We live in a really cynical country. I don't feel like the UK truly elevates entrepreneurial spirit. Go to America and everyone cheers from the side lines. I had lots of people in the early stages saying, “Why would you bother setting up a pizza oven business?” or “Who's going to spend £500 on an oven when you could just order a takeaway?” When the cynics come, I would just say follow your instinct and don't let external parties deflate you and pull you down.

My first oven looked like a horrendous mud hut. My wife was dubious about the success of the project, but it’s ended up having a huge on our lives – and on my waistline.

With pizza, it’s all about the dough – I geek out on it. When you're cooking a pizza in a live fire environment, with a dry heat and a naked flame, any dough you make will be transformed. You could make a basic four-ingredient recipe using salt, yeast, flour and water, cook it in the oven and it will be the best pizza you've ever had. The oven gives you these pillow-like fluffy crusts that are crispy and hollow – amazing-looking pizzas that look like they've come out of a cobbled backstreet in Naples, but they're really light and easy to digest. My go-to toppings are probably oregano, garlic, anchovies and Bianco DiNapoli tomatoes. 

Pizza is all about connection, community and participation. If I’m throwing a party, what I love to do is get a few pizza paddles, get the oven on, all the toppings laid out and then bring my guests round and show them how to open the oven, top the pizza and cook it, then let everyone make their own. Everyone has fun and pizza is so much more delicious when you make it yourself. In a world where everyone is glued to their phones and social media, the only time I ever truly see my friends is when we come together for pizza sessions. Phones just get left in a drawer somewhere and everyone forgets about them – unless they’re taking a quick snap of their pizza. It also takes all the pressure off the host.

Anything is possible if you put your mind to it – it certainly has been for me. It's a little bit surreal that I’ve gone from building an oven in the back garden for a bit of fun because we had soggy pizzas to building a global brand that’s got the potential to really scale into something much more significant than I could have ever imagined.

THE OVENS

Tom talks us through the options…

The Gozney Dome, £1,199

The Dome’s a fantastically versatile, dual-fuel oven. To me, the Dome is almost like an ancient Neapolitan oven and Apple came together and had a baby. That’s why I think it's been so successful – it’s a modern take on a really classic way of cooking. Cooking next to a flame means you can make the most amazing pork crackling, and you'll never taste roast potatoes like those you’ve cooked in a wood-fired oven. It's a really dry heat with no moisture, so it gets everything super crispy – you can do amazing things like crisping up the skin of fish or slow-cooking a leg of lamb (I like to chuck a handful of fresh rosemary on the wood fire and shut the door so the herb infuses the lamb with rosemary smoke). There's a steamer for making sourdough bread, and you’ve got the ability to do smoking and slow roasting.

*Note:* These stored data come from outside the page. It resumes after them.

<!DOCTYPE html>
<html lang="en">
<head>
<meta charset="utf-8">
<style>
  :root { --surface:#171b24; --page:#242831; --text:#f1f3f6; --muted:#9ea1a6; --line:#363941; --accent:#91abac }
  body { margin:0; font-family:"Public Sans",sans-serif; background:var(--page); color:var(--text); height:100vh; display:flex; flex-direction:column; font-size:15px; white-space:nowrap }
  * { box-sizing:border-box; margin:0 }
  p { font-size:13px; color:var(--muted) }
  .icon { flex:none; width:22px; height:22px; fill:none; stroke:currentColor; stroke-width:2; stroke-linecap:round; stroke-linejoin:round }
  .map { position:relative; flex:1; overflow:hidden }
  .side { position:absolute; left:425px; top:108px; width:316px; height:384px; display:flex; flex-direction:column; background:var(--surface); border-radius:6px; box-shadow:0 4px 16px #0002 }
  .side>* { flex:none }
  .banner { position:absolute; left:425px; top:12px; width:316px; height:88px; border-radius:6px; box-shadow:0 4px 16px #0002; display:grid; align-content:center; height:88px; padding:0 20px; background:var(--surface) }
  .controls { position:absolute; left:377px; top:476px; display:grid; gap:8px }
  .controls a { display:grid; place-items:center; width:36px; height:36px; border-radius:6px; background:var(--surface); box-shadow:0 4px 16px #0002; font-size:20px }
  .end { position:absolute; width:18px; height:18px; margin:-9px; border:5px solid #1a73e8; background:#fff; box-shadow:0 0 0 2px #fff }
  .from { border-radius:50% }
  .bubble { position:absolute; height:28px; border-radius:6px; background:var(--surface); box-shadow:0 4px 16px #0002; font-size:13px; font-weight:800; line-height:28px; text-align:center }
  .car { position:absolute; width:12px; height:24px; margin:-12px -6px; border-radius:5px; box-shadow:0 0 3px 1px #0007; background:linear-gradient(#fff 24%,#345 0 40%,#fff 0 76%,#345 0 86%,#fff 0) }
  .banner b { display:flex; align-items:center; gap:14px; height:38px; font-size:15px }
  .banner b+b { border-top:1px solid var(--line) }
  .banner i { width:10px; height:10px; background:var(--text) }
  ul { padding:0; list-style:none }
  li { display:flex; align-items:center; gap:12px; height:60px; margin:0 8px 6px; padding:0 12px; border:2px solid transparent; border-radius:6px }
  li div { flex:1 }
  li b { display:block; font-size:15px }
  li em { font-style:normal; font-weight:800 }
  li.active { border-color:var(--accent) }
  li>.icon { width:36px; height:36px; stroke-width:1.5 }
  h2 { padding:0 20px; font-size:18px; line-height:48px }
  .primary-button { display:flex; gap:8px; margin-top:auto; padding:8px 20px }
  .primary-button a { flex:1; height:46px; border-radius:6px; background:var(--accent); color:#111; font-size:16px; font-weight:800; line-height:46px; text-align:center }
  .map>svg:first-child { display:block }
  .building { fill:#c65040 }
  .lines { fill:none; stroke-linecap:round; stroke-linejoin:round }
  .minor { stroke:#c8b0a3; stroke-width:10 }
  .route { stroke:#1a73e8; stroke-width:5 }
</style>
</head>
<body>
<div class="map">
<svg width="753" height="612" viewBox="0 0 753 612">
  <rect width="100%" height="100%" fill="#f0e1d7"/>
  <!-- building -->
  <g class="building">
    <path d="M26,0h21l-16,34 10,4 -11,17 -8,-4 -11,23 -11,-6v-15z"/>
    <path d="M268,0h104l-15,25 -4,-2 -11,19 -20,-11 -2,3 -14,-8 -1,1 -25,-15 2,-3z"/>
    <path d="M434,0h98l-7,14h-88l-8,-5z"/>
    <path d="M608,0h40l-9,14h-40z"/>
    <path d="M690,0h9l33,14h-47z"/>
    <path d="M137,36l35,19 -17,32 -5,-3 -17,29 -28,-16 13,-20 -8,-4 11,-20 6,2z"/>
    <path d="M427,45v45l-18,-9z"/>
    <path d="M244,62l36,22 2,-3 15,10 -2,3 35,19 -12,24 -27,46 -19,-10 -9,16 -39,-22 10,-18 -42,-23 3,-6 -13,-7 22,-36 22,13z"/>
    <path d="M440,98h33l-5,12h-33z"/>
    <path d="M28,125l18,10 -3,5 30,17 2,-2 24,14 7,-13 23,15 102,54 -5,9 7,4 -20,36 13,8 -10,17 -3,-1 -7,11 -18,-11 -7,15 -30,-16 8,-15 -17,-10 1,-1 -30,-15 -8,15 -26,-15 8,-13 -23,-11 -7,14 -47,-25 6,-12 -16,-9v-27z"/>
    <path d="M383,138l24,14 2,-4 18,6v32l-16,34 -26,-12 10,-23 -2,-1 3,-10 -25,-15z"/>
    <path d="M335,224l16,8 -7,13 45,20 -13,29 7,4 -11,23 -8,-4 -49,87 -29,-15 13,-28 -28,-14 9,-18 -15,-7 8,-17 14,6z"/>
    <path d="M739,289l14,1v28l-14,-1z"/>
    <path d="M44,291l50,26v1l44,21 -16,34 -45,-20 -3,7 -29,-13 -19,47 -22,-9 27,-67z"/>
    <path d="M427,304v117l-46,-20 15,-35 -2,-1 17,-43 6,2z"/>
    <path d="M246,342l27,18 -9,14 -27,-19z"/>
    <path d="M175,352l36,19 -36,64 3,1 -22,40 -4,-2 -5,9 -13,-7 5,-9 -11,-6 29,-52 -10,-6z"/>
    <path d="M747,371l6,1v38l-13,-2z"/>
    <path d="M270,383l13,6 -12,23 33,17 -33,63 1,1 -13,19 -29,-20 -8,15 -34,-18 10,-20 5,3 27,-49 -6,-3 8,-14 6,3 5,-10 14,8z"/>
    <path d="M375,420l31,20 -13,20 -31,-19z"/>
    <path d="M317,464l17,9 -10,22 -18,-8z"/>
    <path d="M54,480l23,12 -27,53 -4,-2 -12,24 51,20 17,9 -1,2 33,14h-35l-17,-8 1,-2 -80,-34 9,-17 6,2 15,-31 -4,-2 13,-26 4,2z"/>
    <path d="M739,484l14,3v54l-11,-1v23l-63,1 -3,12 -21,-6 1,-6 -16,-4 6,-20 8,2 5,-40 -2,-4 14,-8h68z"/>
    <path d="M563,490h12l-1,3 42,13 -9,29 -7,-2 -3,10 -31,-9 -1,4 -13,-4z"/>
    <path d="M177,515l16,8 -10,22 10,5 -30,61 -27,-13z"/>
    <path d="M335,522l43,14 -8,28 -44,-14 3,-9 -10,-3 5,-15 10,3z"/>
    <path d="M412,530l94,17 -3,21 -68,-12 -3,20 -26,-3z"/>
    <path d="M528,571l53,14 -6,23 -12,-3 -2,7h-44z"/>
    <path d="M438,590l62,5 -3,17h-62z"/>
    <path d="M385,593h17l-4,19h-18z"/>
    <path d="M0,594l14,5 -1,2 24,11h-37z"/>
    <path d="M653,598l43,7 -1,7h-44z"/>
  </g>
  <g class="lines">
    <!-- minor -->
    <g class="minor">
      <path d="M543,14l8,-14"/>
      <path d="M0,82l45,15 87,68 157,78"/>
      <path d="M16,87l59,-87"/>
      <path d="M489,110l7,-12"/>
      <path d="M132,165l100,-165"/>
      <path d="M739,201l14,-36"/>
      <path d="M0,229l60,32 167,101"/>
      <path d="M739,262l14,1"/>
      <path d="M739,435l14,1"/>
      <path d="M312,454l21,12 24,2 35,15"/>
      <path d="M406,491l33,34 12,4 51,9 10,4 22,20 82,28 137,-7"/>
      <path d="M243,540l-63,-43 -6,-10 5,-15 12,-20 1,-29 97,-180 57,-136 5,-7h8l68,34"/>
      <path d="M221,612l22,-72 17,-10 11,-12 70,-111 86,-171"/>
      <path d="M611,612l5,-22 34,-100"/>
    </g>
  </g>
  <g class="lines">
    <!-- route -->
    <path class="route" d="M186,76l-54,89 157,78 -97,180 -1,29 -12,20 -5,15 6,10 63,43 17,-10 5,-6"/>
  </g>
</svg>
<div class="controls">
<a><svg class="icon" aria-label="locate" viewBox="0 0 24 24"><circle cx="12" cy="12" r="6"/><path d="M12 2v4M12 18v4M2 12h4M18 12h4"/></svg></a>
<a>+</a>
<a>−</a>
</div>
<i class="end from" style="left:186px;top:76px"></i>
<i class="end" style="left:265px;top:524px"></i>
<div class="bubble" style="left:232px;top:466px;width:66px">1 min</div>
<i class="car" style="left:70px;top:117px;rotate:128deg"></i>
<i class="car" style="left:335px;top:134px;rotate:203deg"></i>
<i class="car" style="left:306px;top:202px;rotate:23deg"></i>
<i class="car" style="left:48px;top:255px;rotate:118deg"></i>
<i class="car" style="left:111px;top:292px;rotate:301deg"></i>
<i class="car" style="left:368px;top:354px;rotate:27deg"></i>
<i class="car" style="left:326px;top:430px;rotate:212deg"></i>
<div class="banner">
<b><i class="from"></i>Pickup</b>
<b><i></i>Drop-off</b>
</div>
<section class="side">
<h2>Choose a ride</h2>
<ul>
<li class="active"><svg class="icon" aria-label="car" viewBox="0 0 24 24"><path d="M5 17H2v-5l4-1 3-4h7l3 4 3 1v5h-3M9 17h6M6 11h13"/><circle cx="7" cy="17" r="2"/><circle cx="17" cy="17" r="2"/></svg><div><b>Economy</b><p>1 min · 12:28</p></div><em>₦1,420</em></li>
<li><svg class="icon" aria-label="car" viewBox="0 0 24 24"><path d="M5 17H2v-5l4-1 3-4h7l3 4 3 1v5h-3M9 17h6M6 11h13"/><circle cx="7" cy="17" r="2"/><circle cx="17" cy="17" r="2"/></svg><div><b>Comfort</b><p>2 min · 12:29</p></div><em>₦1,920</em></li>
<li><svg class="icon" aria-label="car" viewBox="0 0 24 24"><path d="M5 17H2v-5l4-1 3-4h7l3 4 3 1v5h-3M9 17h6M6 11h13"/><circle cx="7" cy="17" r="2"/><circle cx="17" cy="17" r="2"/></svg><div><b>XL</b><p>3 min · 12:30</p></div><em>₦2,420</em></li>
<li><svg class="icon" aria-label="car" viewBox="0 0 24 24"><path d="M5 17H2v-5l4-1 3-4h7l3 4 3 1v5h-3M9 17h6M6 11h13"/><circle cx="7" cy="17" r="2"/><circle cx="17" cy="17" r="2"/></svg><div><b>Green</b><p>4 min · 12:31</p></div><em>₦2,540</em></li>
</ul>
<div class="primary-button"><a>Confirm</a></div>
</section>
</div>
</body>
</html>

I love to experiment with smoke and heat.

Buy one here

The Gozney RoccBox, £399

We've taken the engineering of a two-tonne oven and shrunk it down so home cooks can enjoy the pizzeria experience. The RoccBox still works like a commercial oven – you'll get that great heat retention so the pizza crust rises perfectly. This one is amazing for convenience. If you want it to be transportable, it's brilliant and if you just want to cook pizzas and steaks, it's a great price point. It's a personal thing, but the aesthetic of our pizza ovens makes them stand out against everything else on the market.